Tout le monde peut faire des erreurs et Brigitte Macron n'est pas irréprochable. Notamment sur cette énorme gaffe que la première dame aurait pu éviter.
AFP

Les "Gilets Jaunes" la surnommaient "Brigitte Antoinette". Dans le podcast Code Source du Parisien, Ava Djamshidi (autrice de Madame la présidente [éd. Plon] ) revient sur un épisode de la vie de Brigitte Macron. Ce dernier, survenu en pleine crise des "gilets jaunes", relevait d’une erreur de communication de la part de la première dame. Le 1er décembre 2018, l’annonce de projets de rénovations au Palais de l’Elysée était plutôt mal tombée.

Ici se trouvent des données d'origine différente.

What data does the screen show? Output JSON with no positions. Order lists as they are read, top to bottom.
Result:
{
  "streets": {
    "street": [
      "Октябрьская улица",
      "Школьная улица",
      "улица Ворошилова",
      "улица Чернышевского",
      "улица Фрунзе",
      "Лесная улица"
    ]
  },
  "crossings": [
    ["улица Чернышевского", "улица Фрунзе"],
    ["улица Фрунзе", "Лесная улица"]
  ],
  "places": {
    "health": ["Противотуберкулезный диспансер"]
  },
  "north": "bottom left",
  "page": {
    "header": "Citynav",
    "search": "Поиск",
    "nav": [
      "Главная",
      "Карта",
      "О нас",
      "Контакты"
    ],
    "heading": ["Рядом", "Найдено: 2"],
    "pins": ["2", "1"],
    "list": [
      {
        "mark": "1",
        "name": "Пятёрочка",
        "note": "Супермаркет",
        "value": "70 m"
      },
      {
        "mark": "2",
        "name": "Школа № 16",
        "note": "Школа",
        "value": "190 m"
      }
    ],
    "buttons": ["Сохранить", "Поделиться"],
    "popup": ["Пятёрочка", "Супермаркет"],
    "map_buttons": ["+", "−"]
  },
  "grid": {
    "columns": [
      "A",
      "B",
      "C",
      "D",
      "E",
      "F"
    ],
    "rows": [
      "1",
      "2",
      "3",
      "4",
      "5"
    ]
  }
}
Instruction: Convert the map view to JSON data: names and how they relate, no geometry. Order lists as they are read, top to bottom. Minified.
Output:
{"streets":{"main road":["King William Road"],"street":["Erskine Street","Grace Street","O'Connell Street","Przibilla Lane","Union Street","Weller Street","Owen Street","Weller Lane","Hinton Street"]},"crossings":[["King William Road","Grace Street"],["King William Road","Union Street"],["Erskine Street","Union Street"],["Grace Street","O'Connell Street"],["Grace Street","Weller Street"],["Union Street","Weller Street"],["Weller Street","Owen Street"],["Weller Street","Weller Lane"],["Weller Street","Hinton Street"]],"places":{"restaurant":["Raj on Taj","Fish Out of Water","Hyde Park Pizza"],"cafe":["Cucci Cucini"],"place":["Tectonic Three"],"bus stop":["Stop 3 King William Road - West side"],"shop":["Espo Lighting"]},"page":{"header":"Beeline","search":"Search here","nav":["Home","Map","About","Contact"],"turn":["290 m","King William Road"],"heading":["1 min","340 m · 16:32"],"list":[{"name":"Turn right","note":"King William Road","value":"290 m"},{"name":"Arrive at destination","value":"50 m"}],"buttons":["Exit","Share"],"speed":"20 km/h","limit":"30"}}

En effet, l’ancienne professeure de français prévoyait de refaire la salle des fêtes de la résidence présidentielle, comme le rappelle Gala.

Seulement voilà, le coût de ces travaux était plutôt élevé : 300 000 euros rien que pour faire installer une nouvelle moquette, "600 000 euros pour des coups de peintures", dit même Ava Djamshidi. Ce sont en tout cas les prix communiqués par le couple présidentiel lorsque le tour de propriétaire a été effectué avec les journalistes du Monde pour présenter les nouveaux aménagements.

"Brigitte Macron explique qu’il faut laisser entrer la lumière au palais présidentiel, que c’est bien que cet endroit soit aéré", explique la journaliste.

C’est à cet instant que les mots de la première dame auraient été mal choisis. "Elle utilise des expressions qui sont un peu incongrues dans le contexte de ces rassemblements de personnes qui manifestent parce qu’elles ont des problèmes en fin de mois", explique Ava Djamshidi.

La bourde de Brigitte Macron : elle a provoqué la colère des "gilets jaunes"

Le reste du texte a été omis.